**Instructions for the task:** Scan the material and copy out each line where the word "from" occurs.

━━━━━━━━━━━━━━━━━━━━━━━━━━━━━━

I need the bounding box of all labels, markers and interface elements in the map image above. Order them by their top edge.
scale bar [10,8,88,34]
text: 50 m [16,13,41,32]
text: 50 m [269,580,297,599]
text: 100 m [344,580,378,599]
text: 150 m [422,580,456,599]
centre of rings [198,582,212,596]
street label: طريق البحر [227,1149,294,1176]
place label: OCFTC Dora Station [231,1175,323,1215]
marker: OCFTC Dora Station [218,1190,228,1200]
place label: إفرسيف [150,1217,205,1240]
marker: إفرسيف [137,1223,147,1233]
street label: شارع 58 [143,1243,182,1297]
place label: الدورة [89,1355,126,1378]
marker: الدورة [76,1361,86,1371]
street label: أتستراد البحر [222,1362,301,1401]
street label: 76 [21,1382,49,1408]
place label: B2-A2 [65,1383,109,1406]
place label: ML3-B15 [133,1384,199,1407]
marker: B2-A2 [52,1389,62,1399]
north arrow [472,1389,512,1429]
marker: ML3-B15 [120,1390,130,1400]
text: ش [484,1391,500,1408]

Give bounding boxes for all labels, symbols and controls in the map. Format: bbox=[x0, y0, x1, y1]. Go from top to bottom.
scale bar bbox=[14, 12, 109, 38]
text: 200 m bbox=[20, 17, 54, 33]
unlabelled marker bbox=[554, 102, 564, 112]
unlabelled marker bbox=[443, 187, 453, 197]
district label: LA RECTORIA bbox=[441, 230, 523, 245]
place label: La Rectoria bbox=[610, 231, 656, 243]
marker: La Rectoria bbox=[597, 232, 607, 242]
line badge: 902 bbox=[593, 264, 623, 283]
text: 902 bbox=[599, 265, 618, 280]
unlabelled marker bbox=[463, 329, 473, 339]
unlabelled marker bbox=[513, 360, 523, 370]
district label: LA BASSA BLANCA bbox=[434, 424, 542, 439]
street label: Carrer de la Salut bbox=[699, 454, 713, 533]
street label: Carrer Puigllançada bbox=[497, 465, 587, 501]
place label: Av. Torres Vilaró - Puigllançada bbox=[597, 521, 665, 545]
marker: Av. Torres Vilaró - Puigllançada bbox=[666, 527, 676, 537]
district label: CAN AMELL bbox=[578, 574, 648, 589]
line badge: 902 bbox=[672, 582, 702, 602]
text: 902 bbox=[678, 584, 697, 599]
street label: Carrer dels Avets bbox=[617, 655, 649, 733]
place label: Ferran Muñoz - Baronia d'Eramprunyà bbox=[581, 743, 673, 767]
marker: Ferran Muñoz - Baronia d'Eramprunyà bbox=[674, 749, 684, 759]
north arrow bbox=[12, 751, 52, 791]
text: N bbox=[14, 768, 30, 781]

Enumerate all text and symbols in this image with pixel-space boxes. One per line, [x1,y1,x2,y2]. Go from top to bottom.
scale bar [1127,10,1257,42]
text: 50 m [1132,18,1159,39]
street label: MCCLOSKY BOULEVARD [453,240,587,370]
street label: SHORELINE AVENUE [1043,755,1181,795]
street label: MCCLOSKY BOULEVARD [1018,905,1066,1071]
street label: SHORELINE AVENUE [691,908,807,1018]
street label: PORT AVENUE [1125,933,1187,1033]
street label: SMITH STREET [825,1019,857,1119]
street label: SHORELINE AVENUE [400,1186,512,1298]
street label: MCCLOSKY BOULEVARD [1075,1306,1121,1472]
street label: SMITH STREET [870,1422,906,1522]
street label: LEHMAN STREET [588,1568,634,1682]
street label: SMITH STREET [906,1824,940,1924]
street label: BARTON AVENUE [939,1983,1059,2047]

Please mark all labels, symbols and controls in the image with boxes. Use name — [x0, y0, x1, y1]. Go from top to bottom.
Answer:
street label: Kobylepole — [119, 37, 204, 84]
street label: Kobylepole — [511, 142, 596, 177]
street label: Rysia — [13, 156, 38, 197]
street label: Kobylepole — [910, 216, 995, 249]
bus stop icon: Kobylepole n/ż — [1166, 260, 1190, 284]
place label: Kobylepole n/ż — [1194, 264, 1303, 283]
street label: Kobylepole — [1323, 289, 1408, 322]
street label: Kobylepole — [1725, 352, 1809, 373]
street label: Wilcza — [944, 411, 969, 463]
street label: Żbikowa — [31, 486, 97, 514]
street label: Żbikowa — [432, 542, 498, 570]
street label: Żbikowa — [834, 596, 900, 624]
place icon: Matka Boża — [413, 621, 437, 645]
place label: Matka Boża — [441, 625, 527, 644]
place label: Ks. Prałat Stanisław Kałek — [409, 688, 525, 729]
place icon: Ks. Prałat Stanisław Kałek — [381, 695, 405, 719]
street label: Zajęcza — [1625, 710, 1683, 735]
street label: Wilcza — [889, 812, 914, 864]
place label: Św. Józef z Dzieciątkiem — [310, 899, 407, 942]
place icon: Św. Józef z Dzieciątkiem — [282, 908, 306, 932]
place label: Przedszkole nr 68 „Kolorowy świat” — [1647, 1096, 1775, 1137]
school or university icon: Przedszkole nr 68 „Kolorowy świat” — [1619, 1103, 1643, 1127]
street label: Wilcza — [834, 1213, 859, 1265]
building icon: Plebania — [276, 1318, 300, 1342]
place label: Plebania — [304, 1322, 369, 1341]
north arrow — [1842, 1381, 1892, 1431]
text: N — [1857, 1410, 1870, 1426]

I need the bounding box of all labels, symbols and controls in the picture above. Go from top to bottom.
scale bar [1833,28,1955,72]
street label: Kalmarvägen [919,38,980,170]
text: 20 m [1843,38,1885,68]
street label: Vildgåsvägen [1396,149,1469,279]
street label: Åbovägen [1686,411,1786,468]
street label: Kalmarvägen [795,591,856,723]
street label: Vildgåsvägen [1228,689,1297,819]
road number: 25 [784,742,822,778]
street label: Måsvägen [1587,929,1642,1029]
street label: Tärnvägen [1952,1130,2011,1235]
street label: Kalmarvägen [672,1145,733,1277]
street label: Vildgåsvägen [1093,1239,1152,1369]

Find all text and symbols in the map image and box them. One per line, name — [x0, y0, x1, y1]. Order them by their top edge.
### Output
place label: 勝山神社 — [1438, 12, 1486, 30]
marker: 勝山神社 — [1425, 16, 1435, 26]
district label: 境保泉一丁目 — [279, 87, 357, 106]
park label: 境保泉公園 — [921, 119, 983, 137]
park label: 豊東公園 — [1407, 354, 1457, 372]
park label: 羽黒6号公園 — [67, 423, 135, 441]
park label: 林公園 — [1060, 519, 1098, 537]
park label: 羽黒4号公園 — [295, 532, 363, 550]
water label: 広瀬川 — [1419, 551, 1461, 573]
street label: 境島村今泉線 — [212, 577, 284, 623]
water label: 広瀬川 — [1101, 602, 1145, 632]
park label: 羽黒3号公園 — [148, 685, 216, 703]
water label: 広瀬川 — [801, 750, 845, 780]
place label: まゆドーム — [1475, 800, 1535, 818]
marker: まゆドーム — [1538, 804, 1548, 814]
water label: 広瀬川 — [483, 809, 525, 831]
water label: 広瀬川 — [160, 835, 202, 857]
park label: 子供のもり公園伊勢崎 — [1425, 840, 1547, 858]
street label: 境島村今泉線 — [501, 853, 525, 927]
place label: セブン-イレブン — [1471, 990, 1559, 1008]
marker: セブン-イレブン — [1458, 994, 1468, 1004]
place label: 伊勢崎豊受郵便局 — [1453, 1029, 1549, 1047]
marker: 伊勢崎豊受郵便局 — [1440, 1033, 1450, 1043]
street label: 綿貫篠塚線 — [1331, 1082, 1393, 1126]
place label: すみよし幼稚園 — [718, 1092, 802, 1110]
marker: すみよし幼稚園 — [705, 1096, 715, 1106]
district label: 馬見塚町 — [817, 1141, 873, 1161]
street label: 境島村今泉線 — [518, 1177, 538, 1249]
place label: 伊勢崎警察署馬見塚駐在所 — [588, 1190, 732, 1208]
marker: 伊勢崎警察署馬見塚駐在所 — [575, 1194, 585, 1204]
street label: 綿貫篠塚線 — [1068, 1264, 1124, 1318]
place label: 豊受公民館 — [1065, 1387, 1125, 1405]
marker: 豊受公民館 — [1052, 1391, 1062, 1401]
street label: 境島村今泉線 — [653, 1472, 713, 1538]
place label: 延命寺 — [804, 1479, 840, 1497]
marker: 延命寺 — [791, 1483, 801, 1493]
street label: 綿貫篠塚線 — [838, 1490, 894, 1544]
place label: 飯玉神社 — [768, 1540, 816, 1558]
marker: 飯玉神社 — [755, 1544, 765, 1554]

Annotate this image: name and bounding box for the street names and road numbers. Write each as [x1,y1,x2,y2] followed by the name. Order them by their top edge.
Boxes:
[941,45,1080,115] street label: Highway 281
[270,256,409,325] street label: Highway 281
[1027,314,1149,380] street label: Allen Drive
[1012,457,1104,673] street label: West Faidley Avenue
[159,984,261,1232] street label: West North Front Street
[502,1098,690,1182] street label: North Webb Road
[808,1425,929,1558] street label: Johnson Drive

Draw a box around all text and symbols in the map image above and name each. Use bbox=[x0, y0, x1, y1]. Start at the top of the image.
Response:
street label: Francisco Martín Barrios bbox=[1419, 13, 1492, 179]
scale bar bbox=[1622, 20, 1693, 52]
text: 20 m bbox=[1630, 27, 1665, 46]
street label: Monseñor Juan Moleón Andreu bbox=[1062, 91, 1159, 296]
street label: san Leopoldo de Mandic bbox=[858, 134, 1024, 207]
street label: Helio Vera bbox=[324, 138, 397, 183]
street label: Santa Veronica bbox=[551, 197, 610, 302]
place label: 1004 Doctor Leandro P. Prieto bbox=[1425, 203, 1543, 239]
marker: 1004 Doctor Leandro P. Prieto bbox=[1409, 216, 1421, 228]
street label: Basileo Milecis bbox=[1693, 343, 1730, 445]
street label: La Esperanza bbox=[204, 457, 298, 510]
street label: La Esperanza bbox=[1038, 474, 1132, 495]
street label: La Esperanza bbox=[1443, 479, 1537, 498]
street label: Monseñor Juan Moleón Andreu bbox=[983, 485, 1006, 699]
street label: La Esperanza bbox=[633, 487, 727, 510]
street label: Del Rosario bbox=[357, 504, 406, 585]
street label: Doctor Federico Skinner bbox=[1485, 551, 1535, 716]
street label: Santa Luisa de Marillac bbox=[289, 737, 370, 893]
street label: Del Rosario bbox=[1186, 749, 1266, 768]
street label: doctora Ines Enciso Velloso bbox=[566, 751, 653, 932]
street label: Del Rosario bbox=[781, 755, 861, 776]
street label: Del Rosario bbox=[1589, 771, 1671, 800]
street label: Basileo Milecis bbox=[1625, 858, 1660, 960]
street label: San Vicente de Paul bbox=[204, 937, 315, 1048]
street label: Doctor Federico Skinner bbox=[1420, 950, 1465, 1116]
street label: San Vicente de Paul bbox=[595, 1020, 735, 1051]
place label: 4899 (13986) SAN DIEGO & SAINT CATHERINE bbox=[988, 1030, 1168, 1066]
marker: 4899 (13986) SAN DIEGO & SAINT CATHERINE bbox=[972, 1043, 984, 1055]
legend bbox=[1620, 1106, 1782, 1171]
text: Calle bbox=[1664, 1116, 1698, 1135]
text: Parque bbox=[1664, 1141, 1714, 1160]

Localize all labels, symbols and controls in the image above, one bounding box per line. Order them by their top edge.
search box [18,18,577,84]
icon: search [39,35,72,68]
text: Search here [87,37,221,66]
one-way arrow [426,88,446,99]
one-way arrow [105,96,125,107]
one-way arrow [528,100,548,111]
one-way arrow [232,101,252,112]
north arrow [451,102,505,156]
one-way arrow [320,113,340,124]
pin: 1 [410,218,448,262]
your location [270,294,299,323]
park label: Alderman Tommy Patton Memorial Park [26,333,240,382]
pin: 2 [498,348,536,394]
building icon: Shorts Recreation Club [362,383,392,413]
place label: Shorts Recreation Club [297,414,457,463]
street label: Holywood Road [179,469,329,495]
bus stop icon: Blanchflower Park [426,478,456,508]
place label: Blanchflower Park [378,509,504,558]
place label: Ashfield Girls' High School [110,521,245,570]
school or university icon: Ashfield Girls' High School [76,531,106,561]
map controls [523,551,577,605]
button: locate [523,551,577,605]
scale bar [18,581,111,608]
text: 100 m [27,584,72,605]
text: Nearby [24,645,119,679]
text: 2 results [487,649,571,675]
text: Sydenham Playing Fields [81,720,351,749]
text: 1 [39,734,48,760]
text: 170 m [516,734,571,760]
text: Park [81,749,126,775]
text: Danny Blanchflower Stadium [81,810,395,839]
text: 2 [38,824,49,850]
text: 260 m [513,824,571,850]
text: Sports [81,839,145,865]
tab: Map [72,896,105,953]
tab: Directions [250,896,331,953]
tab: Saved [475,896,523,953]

━━━━━━━━━━━━━━━━━━━━━━━━━━━━━━

**Result:**
Give bounding boxes for all labels, symbols and controls in the map. Format: bbox=[x0, y0, x1, y1]. Go from top to bottom.
Enumerate all text and symbols in this image with pixel-space boxes. One per line, [x1,y1,x2,y2]. Go from top to bottom.
Please mark all labels, symbols and controls in the image with boxes. Use name — [x0, y0, x1, y1]. Go from top to bottom.
I need the bounding box of all labels, symbols and controls in the picture above. Go from top to bottom.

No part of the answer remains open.